RabbitMQ Prometheus Monitoring & Alerting Design Prompt
Design a RabbitMQ observability stack with the right Prometheus metrics, dashboards, and alert thresholds for queue depth, memory/disk alarms, flow control, and node health before incidents happen.
- Target user
- SRE and observability engineers
- Difficulty
- Intermediate
- Tools
- Claude, ChatGPT
The prompt
You are a senior SRE designing RabbitMQ monitoring and alerting, producing a config to review rather than applying it live.
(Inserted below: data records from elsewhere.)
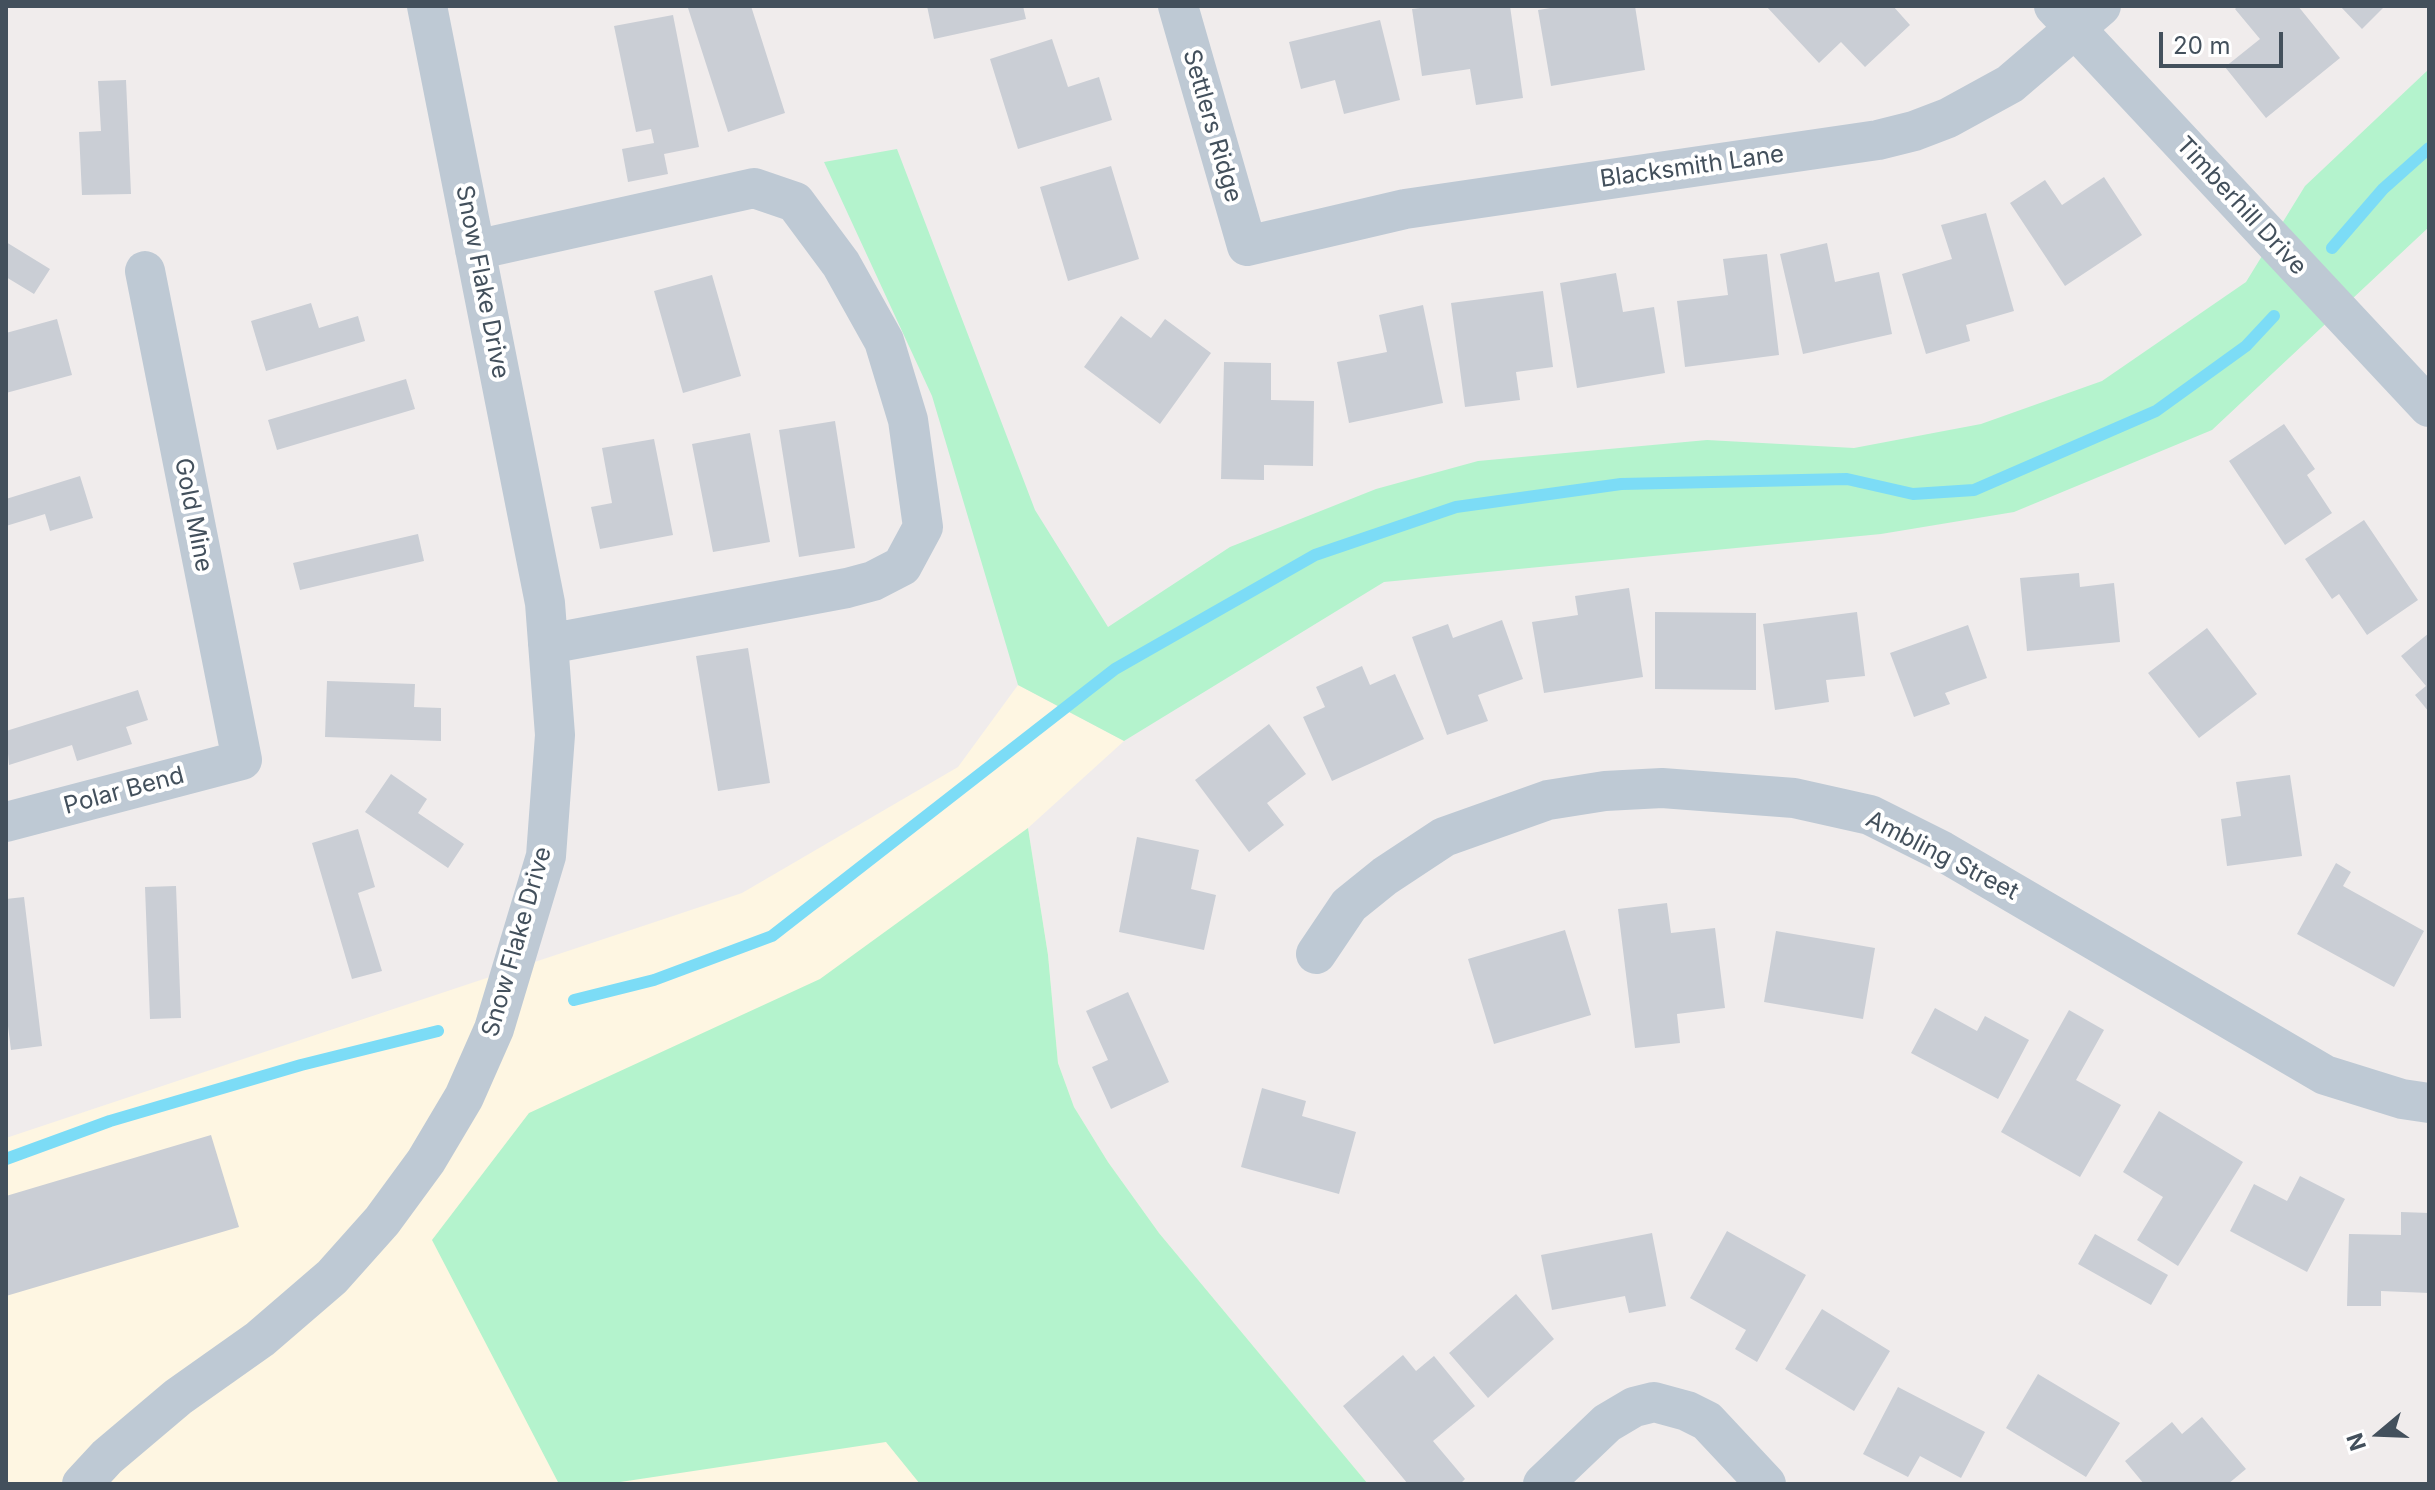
<!DOCTYPE html>
<html>
<head>
<meta charset="utf-8">
<style>
	body { margin:0 }
	#map { position:relative; width:2435px; height:1490px; overflow:hidden; background:#f0ecec; font-family:Inter,sans-serif }
	canvas { display:block }
	.frame { position:absolute; inset:0; border:8px solid #43505c; pointer-events:none }
	.north { position:absolute; left:2339px; top:1394px; width:80px; height:80px; -webkit-text-stroke:6px #fff; paint-order:stroke; rotate:251deg; font-size:22px; font-weight:700; line-height:32px; text-align:center; color:#43505c }
	.north::after { content:''; display:block; margin:auto; width:28px; height:36px; background:#43505c; clip-path:polygon(50% 0,100% 100%,50% 72%,0 100%) }
	.scale { position:absolute; left:2159px; top:32px; width:124px; height:36px; box-sizing:border-box; border:4px solid #43505c; border-top:0; padding-left:10px; font-size:24px; line-height:28px; white-space:nowrap; color:#43505c; -webkit-text-stroke:6px #fff; paint-order:stroke }
</style>
</head>
<body>
<div id="map">
<canvas width="2435" height="1490"></canvas>
<div class="frame"></div>
<div class="north">N</div>
<div class="scale">20 m</div>
</div>
<script>
const context = document.querySelector('canvas').getContext('2d');
context.lineJoin = 'round';
function fillPath(path, color) { context.fillStyle = color; context.fill(path, 'evenodd'); }
const toPath = rows => new Path2D(rows.map(r => 'M' + r).join(''));
function strokePath(path, color, width, dash) { context.strokeStyle = color; context.lineWidth = width; context.lineCap = dash ? 'butt' : 'round'; context.setLineDash(dash || []); context.stroke(path); }
function drawText(font, color, halo, rows, align = 'center') {
  context.font = font + ' Inter,sans-serif'; context.lineWidth = 8; context.setLineDash([]); context.textBaseline = 'middle'; context.strokeStyle = halo; context.fillStyle = color; for (const [text, x, y, turn = 0] of rows) {
    context.save(); context.translate(x, y); context.rotate((+turn || 0) * Math.PI / 180); context.textAlign = isNaN(turn) ? turn : align; if (halo) context.strokeText(text, 0, 0); context.fillText(text, 0, 0); context.restore();
  }
}
const commercial = toPath([
	[1018,685,1124,741,1028,828,1048,955,1058,1063,1074,1107,1108,1162,1159,1233,1368,1484,6,1484,6,1138,742,893,958,767]
]);
const green = toPath([
	[2429,69,2429,227,2212,430,2014,512,1881,534,1384,582,1124,741,1018,685,932,396,824,162,897,149,1035,510,1108,627,1230,547,1376,489,1478,461,1707,440,1854,448,1981,424,2102,381,2246,282,2305,186],
	[1028,828,1048,955,1058,1063,1074,1107,1108,1162,1159,1233,1368,1484,920,1484,886,1442,607,1484,559,1484,432,1240,529,1113,820,979]
]);
const stream = toPath([
	[2332,248,2383,189,2429,148],
	[574,1000,654,980,772,936,1115,669,1315,555,1456,507,1621,484,1847,479,1913,494,1974,490,2156,411,2246,346,2274,316],
	[6,1159,110,1121,301,1065,438,1031]
]);
const building = toPath([
	[693,6,751,6,785,113,728,132,688,8],
	[927,6,1023,6,1026,19,934,39],
	[1436,6,1510,6,1523,98,1476,105,1470,69,1422,76,1412,9],
	[1563,6,1635,6,1645,70,1551,86,1538,10],
	[1766,6,1893,6,1910,25,1865,67,1841,42,1819,63],
	[2238,6,2298,6,2340,58,2266,118,2225,67,2260,39,2235,9],
	[2340,6,2385,6,2362,29],
	[673,15,699,147,664,154,668,174,628,182,622,149,654,143,651,129,636,132,614,26],
	[1380,20,1400,100,1344,114,1335,80,1301,89,1289,42],
	[1052,39,1068,87,1099,77,1112,120,1018,149,990,59],
	[126,80,131,194,82,195,79,132,101,131,98,81],
	[1111,166,1139,259,1068,281,1040,187],
	[2104,177,2142,235,2065,286,2010,203,2045,180,2062,205],
	[1986,213,2014,311,1966,325,1970,341,1926,354,1902,274,1952,259,1941,225],
	[6,242,50,269,34,294,6,277],
	[1827,243,1835,282,1879,272,1892,334,1803,354,1780,254],
	[1767,254,1779,355,1685,367,1677,301,1728,295,1723,259],
	[1616,273,1623,312,1654,307,1665,373,1577,388,1560,283],
	[712,275,741,376,683,393,654,291],
	[1543,291,1553,367,1516,372,1520,400,1465,407,1451,303],
	[311,303,319,328,358,316,365,341,266,371,251,321],
	[1423,305,1443,403,1349,423,1337,362,1387,352,1379,315],
	[1121,316,1151,338,1165,319,1211,353,1160,424,1084,367],
	[57,319,72,375,6,393,6,333],
	[1224,362,1271,363,1271,400,1314,401,1313,466,1264,465,1264,480,1221,479],
	[406,379,415,409,277,450,268,420],
	[835,421,855,548,799,557,779,430],
	[2284,424,2315,469,2307,475,2332,513,2285,545,2229,461],
	[750,433,770,542,713,552,692,444],
	[654,439,673,535,600,549,591,507,612,503,602,448],
	[80,476,93,518,50,531,45,514,6,526,6,499],
	[2364,520,2418,600,2367,635,2339,594,2332,599,2305,559],
	[418,534,424,561,300,590,293,563],
	[2079,573,2080,587,2114,583,2120,642,2027,651,2020,578],
	[1629,588,1643,677,1544,693,1532,622,1578,615,1575,596],
	[1655,612,1756,613,1756,690,1655,689],
	[1857,612,1865,676,1826,680,1829,702,1775,710,1763,624],
	[1502,620,1523,679,1478,695,1488,721,1447,735,1412,637,1448,624,1453,638],
	[1968,625,1987,678,1945,693,1950,704,1914,717,1890,653],
	[2207,628,2257,694,2199,738,2148,673],
	[2429,633,2429,712,2415,695,2426,686,2401,656],
	[748,648,770,783,718,791,696,656],
	[1362,666,1370,685,1395,674,1424,739,1332,781,1303,717,1325,707,1316,687],
	[327,681,415,684,414,707,441,708,441,741,325,737],
	[138,690,148,720,126,727,132,744,77,761,72,745,9,765,6,731],
	[1269,724,1306,774,1267,803,1284,825,1249,852,1195,780],
	[391,774,427,799,418,813,464,844,448,868,365,812],
	[2290,775,2302,856,2227,866,2221,819,2241,816,2236,782],
	[358,829,375,887,358,893,382,971,352,979,312,843],
	[1137,837,1199,850,1191,889,1216,895,1204,950,1119,932],
	[2336,863,2351,872,2343,886,2424,931,2394,987,2297,934],
	[176,886,181,1018,150,1019,145,887],
	[24,897,42,1046,11,1050,6,1010,6,899],
	[1667,903,1671,933,1715,928,1725,1008,1677,1014,1680,1043,1635,1048,1618,909],
	[1565,930,1591,1015,1494,1044,1468,959],
	[1776,931,1875,948,1863,1019,1764,1002],
	[1128,992,1169,1082,1111,1109,1092,1067,1108,1060,1086,1011],
	[1935,1008,1977,1031,1985,1016,2029,1040,1998,1099,1911,1053],
	[2069,1010,2104,1030,2076,1080,2121,1105,2080,1177,2001,1132],
	[1262,1088,1306,1101,1302,1116,1356,1132,1339,1194,1241,1167],
	[2159,1111,2243,1162,2178,1266,2137,1240,2163,1197,2123,1172],
	[211,1135,239,1227,6,1296,6,1196],
	[2300,1176,2345,1199,2307,1272,2230,1231,2254,1184,2287,1201],
	[2401,1212,2429,1213,2429,1293,2381,1291,2381,1306,2347,1306,2349,1234,2401,1235],
	[1727,1231,1806,1275,1757,1362,1735,1349,1746,1330,1690,1298],
	[1652,1233,1666,1306,1629,1313,1625,1296,1552,1310,1541,1255],
	[2095,1234,2168,1275,2151,1305,2078,1264],
	[1516,1294,1554,1339,1488,1398,1449,1353],
	[1822,1309,1890,1351,1854,1411,1785,1369],
	[1403,1355,1416,1371,1434,1356,1475,1406,1433,1441,1465,1479,1460,1484,1408,1484,1343,1406],
	[2038,1374,2120,1423,2086,1477,2006,1428],
	[1898,1387,1985,1432,1961,1478,1920,1456,1908,1477,1863,1454],
	[2202,1417,2246,1469,2228,1484,2144,1484,2125,1461,2172,1422,2182,1434]
]);
const minor = toPath([
	[1178,6,1247,246,1405,209,1878,140,1914,131,1948,118,2010,84,2101,6],
	[2054,6,2429,407],
	[475,250,754,188,795,202,841,264,884,341,908,420,923,527,902,566,873,581,847,588,548,644],
	[6,822,242,760,145,271],
	[1316,954,1349,905,1385,876,1444,837,1548,800,1605,791,1662,788,1794,798,1870,815,1942,851,2325,1075,2402,1099,2429,1103],
	[82,1484,107,1457,178,1397,260,1339,332,1277,382,1221,426,1161,464,1097,494,1029,546,856,555,735,545,603,427,6],
	[1543,1484,1607,1423,1634,1407,1654,1402,1687,1411,1707,1421,1766,1484]
]);
const streetNames = [
	["Settlers Ridge",1212,126,74],
	["Blacksmith Lane",1692,167,-8],
	["Timberhill Drive",2241,206,47],
	["Snow Flake Drive",482,282,79],
	["Gold Mine",193,515,79],
	["Polar Bend",124,791,-15],
	["Ambling Street",1942,856,27],
	["Snow Flake Drive",517,942,-74]
];
fillPath(commercial, '#fef6e2');
fillPath(green, '#b4f3cd');
strokePath(stream, '#7cdcf6', 12);
fillPath(building, '#caced5');
strokePath(minor, '#bec9d4', 40);
drawText('24px', '#43505c', '#fff', streetNames);
</script>
</body>
</html>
I will provide: - How RabbitMQ exposes metrics (built-in `rabbitmq_prometheus` plugin, exporter, or management API) and the scrape setup - Cluster size, queue types in use, and rough message rates / queue-depth expectations - The current alert rules (if any) and the on-call team's noise tolerance - SLOs or business expectations (max acceptable consumer lag, delivery latency) Your job: 1. **Pick the signal metrics** — choose the high-value series: `rabbitmq_queue_messages_ready`, `messages_unacknowledged`, consumer count, `rabbitmq_resident_memory_limit`/used, disk free, `rabbitmq_connections`/channels, and flow-control/`rabbitmq_alarms_*`. 2. **Define alert tiers** — propose page vs ticket vs info alerts for: memory/disk alarm active, partition/node down, queue depth growing unbounded, zero consumers on a live queue, and high redelivery rate. 3. **Set thresholds smartly** — prefer rate-of-change and "growing for N minutes" over static depth thresholds to avoid flapping on bursts; suggest `for:` durations. 4. **Cover cluster health** — alert on node count drop, unsynchronized mirrors / under-replicated quorum queues, and high file-descriptor usage. 5. **Design dashboards** — group panels by node health, queue throughput, consumer lag, and resource alarms. 6. **Reduce noise** — recommend grouping/inhibition (suppress queue-depth alerts when a node is down) and runbook links per alert. Output: (a) metric catalog with why-it-matters, (b) tiered alert rules with thresholds and `for:`, (c) dashboard layout, (d) noise-reduction notes. Validate thresholds against a few weeks of real data before paging on them.